England were dominant early on against the Invitational XI taking 5/93 in just over 30 overs. Ed Cowan provided the only resistance with 51, until the New South Wales duo of Ryan Carters and Peter Nevill fought back with 94 and 83, respectively. The partnership was broken on Day 2 and the visitors were left chasing 304. They passed the total easily as Cook, Trott, Kevin Pietersen and Root all made half-centuries, despite James Muirhead's four wickets.

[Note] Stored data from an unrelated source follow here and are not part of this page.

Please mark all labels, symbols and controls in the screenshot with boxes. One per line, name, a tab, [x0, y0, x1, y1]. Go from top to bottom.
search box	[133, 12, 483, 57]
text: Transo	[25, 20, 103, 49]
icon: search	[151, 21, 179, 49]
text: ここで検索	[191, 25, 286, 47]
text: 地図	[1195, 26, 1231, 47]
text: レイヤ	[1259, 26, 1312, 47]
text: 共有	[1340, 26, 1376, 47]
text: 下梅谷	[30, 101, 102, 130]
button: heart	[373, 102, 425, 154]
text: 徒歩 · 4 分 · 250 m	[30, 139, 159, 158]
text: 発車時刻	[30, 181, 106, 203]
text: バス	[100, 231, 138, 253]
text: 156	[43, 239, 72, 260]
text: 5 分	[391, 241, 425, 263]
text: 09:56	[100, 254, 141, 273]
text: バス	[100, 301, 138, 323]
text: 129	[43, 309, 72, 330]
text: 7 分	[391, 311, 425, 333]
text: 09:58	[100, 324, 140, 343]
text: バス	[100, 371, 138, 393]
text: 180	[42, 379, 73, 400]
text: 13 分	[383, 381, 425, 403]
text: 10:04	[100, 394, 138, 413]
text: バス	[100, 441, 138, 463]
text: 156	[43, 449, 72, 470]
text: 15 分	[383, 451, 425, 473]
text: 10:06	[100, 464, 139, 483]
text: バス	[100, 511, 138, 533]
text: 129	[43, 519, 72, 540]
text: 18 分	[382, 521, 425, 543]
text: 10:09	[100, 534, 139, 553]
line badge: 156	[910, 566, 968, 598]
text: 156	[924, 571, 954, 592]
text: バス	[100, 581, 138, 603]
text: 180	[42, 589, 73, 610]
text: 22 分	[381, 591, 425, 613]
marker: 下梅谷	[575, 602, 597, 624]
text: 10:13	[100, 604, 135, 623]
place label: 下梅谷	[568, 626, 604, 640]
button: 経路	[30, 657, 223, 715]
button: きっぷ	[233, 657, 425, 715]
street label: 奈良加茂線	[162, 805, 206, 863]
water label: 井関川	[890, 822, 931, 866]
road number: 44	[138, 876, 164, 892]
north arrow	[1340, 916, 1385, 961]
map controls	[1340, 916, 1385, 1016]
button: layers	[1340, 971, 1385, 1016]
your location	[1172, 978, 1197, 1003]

Aaron Finch made a half-century as his side made 261 leaving England with 148 to win and Carberry's fifty ensured that England won by seven wickets.

===Two-day: Cricket Australia Chairman's XI v England XI===

After losing the first test at The Gabba, the England side headed to Traeger Park in Alice Springs for a two-day game against the Cricket Australia Chairman's XI. In what proved to be a rough first day for England, Gary Ballance was the only man to pass 50 as the tourists made a modest 7/212 before declaring. Steven Cazzulino and Marcus Harris both fell short of half-centuries as the Chairman's XI declared at 8/254. England batted for only 16 more overs for 1/47, of which Carberry made 37 as yet another tour match finished in a draw.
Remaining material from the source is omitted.